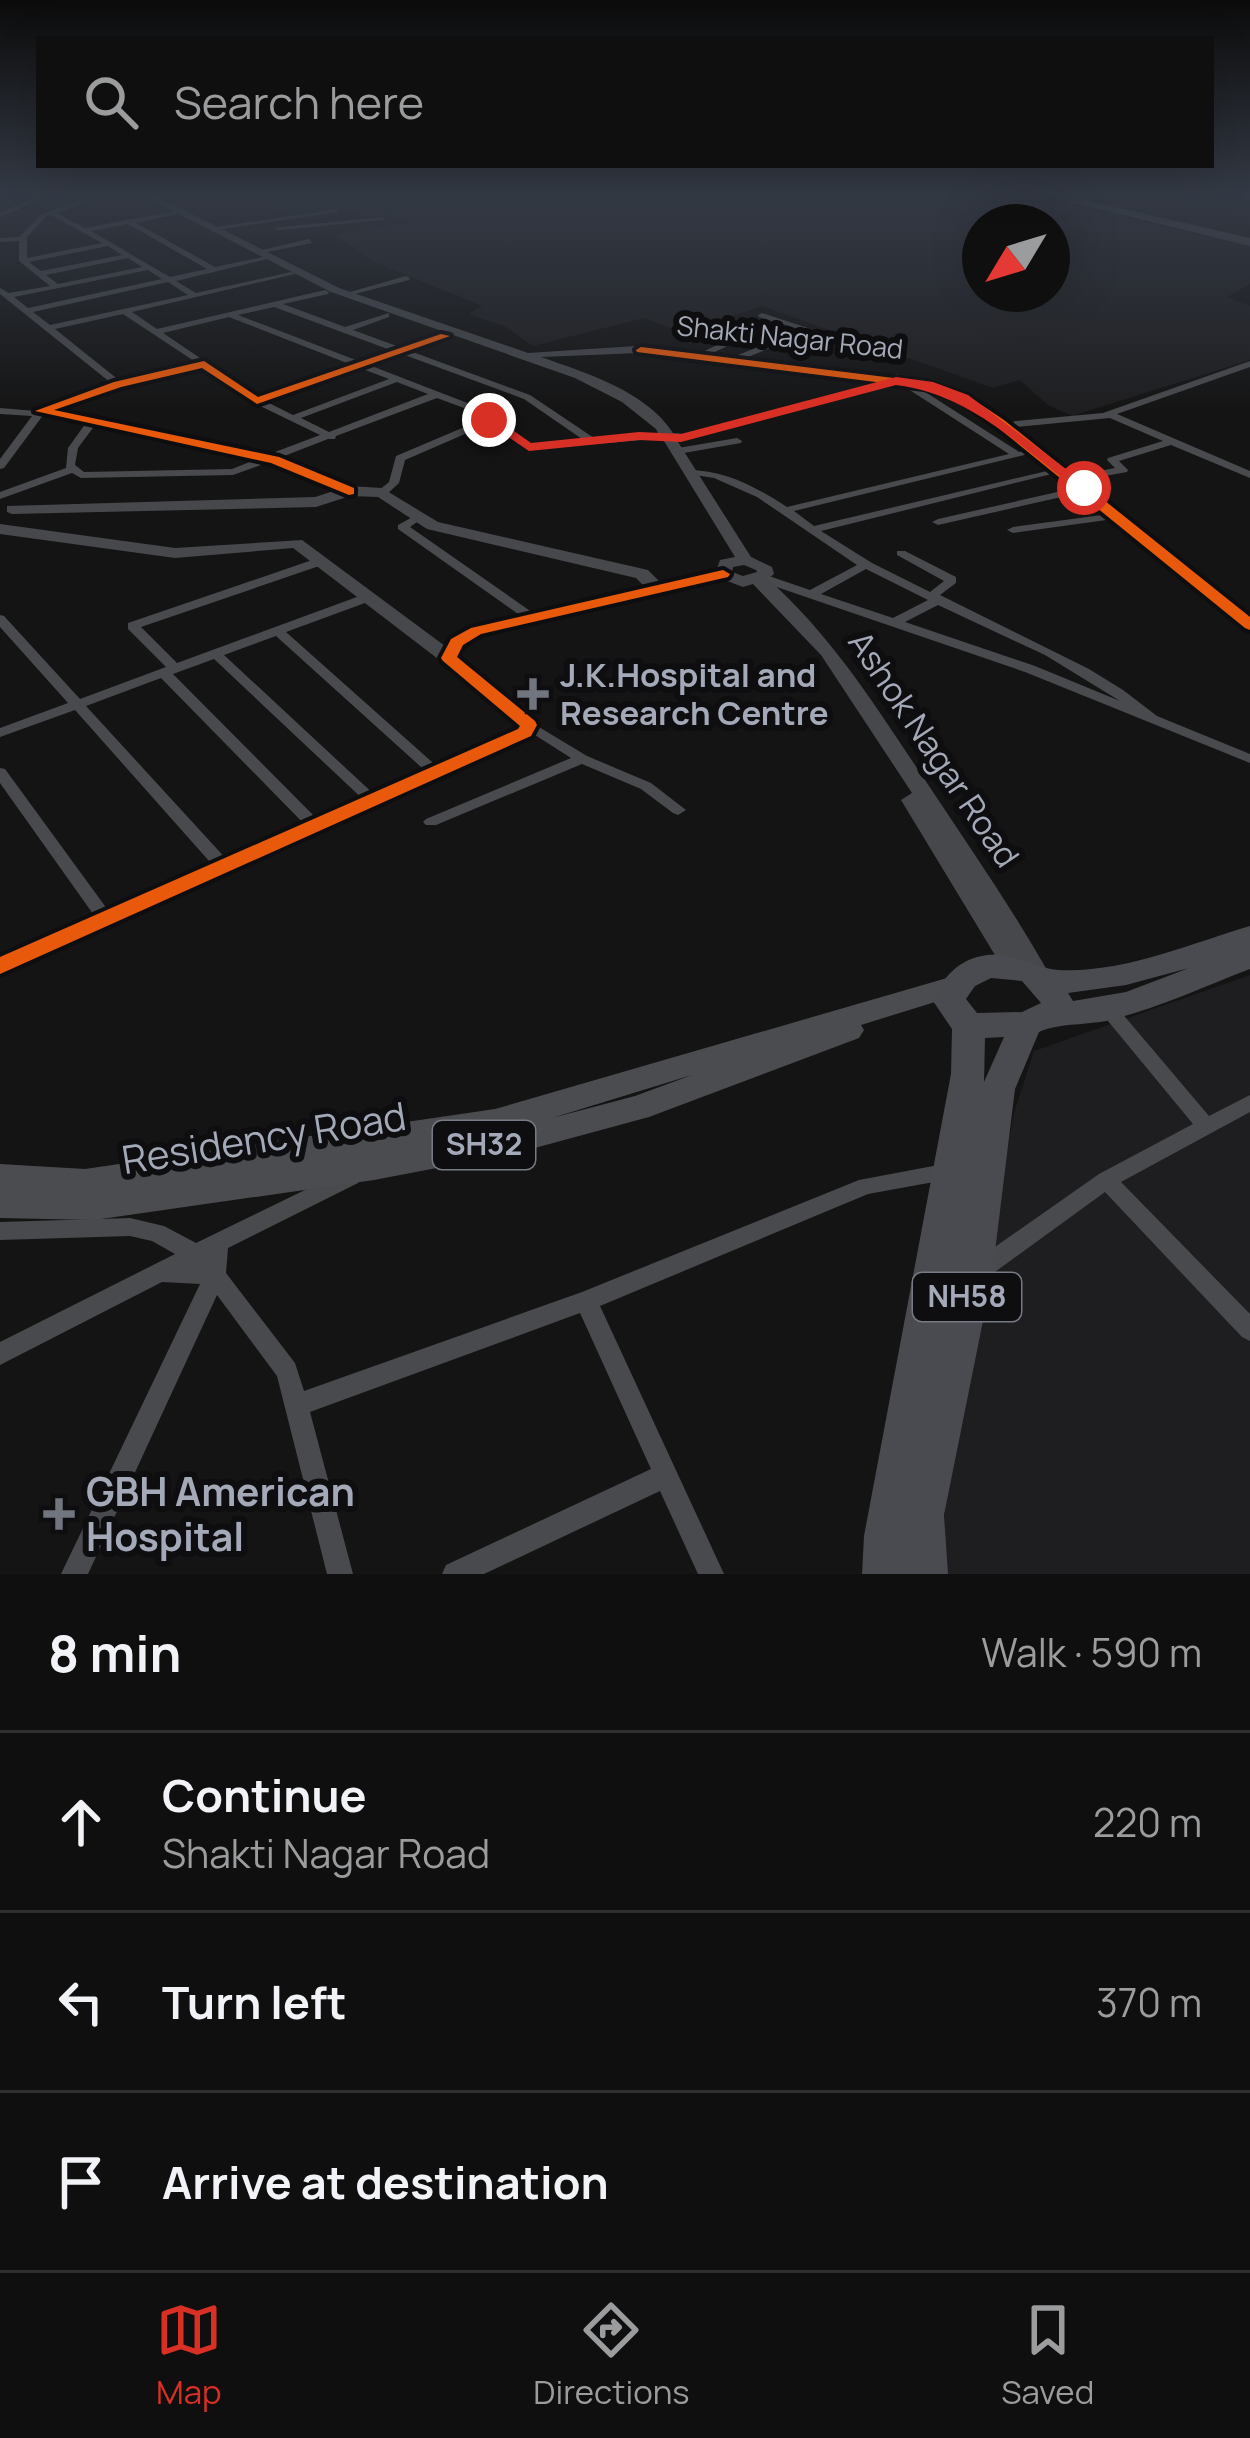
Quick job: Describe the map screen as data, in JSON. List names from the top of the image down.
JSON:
━━━━━━━━━━
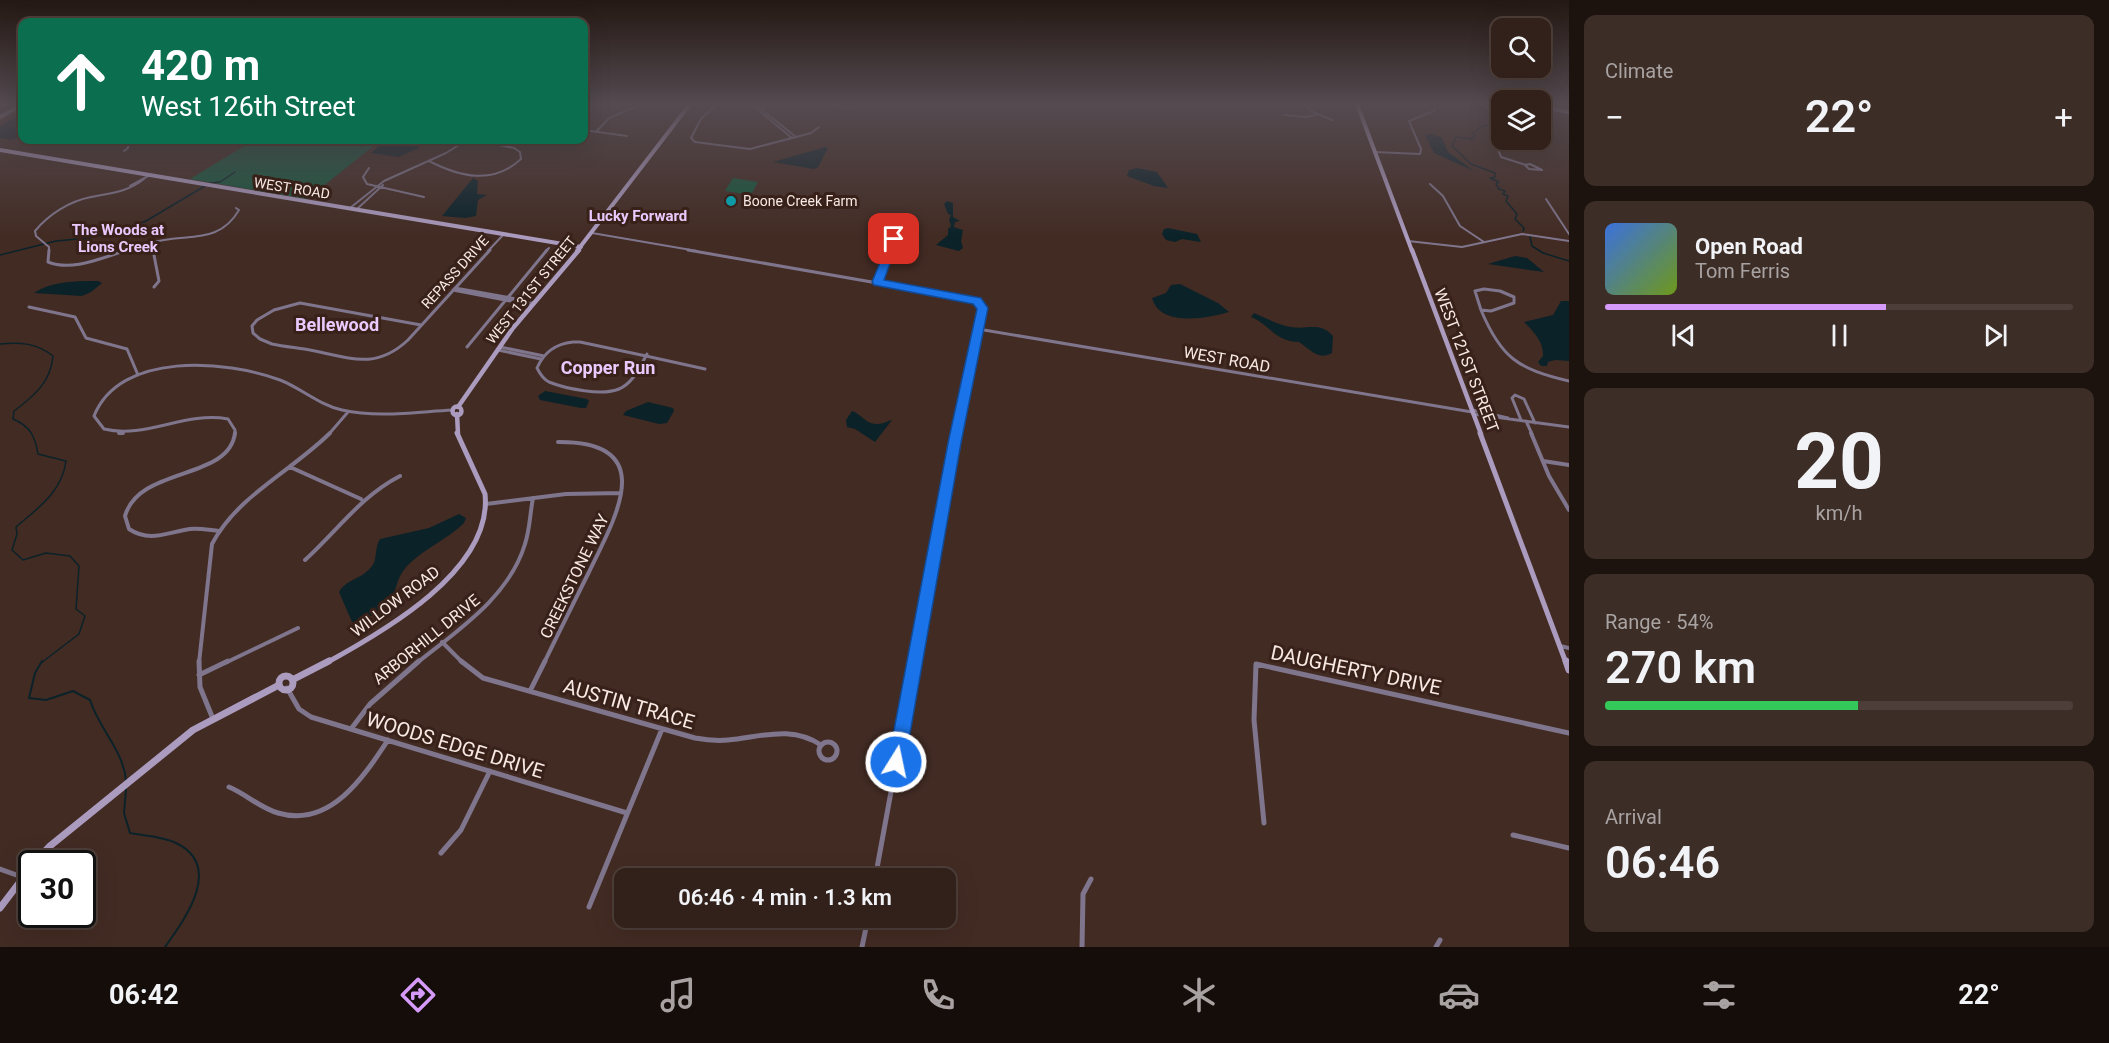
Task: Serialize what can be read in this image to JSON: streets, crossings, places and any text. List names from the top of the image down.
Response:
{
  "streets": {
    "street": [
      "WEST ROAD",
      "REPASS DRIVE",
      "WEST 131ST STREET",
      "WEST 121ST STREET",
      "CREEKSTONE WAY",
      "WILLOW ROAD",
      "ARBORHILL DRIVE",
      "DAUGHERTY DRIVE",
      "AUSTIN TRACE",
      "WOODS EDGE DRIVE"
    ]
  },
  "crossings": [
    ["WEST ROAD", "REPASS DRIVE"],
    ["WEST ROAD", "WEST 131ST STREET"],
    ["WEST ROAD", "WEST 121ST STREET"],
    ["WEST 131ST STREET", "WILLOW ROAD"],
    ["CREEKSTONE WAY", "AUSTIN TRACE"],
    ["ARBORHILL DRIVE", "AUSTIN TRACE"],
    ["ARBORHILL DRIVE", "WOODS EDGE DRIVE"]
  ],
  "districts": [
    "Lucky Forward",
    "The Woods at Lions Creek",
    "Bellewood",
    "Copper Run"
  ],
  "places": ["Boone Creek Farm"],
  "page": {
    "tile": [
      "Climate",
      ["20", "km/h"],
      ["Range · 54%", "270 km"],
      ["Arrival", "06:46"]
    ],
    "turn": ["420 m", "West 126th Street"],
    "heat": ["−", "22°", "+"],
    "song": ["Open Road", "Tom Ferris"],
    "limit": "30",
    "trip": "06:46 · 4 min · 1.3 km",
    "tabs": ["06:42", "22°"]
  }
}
━━━━━━━━━━
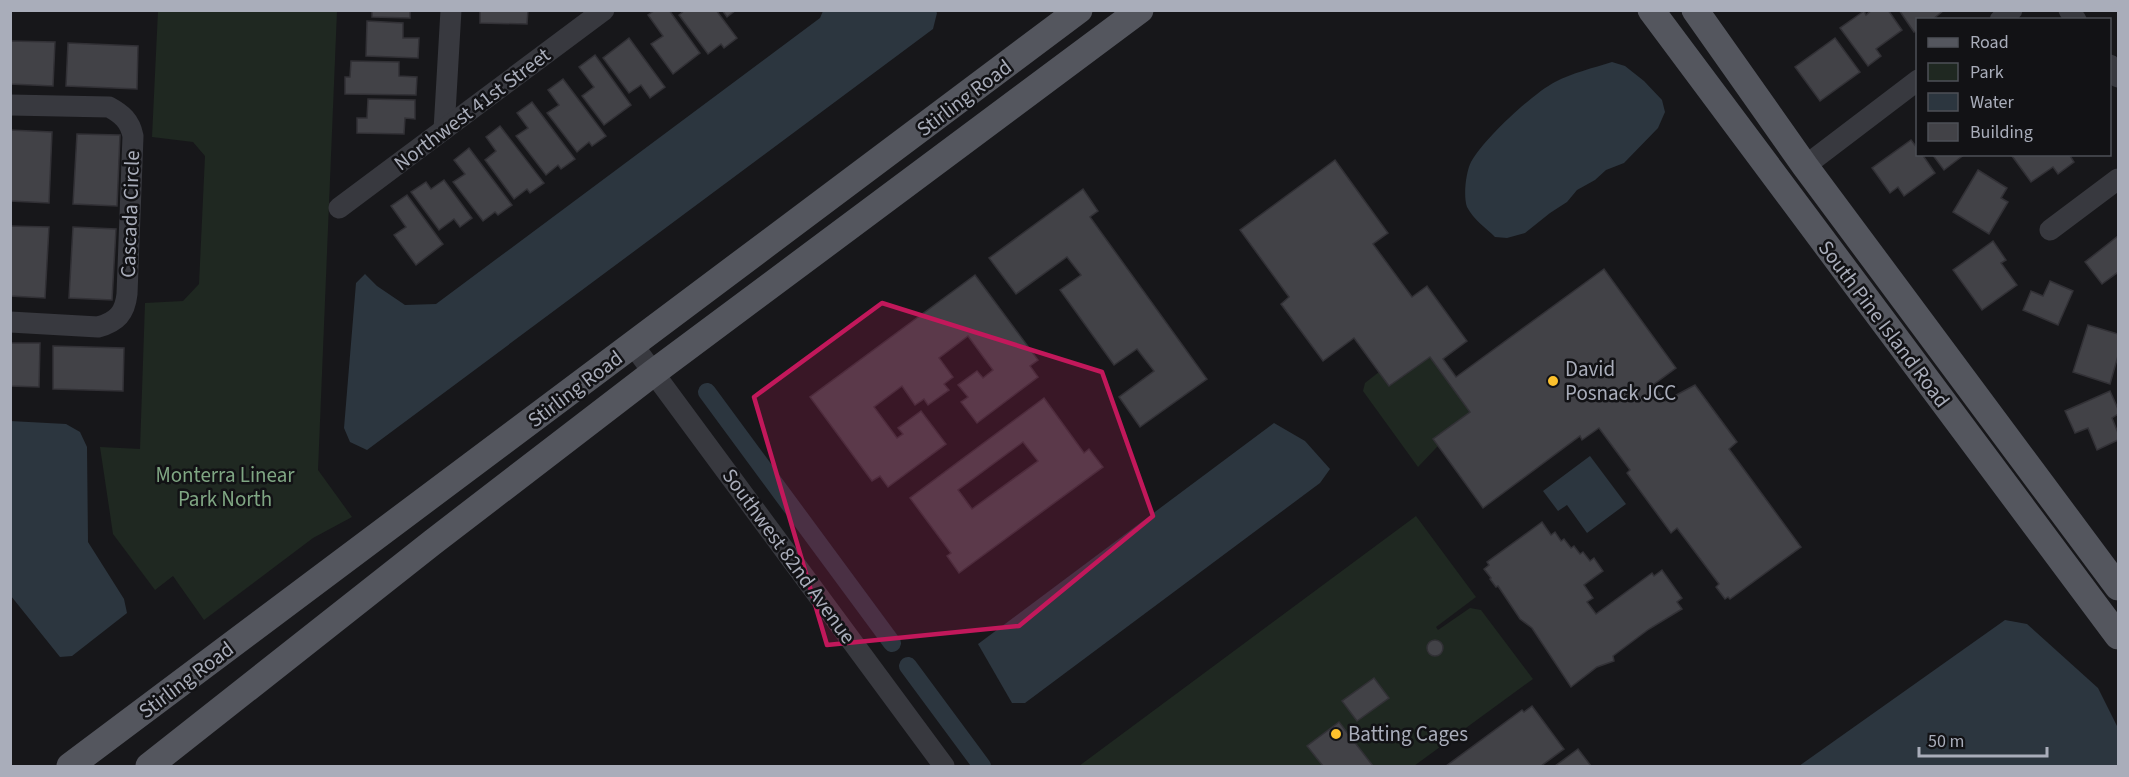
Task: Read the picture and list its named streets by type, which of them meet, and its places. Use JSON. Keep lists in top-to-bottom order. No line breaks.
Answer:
━━━━━━━━━━
* [Directions for this task]
Whenever the word "image" shows up in a line of the entries above, copy that line.

* [Written response]
Quick job: Describe the map screen as data, in JSON. List names from the top of the image down.
Task: Serialize what can be read in this image to JSON: streets, crossings, places and any text. List names from the top of the image down.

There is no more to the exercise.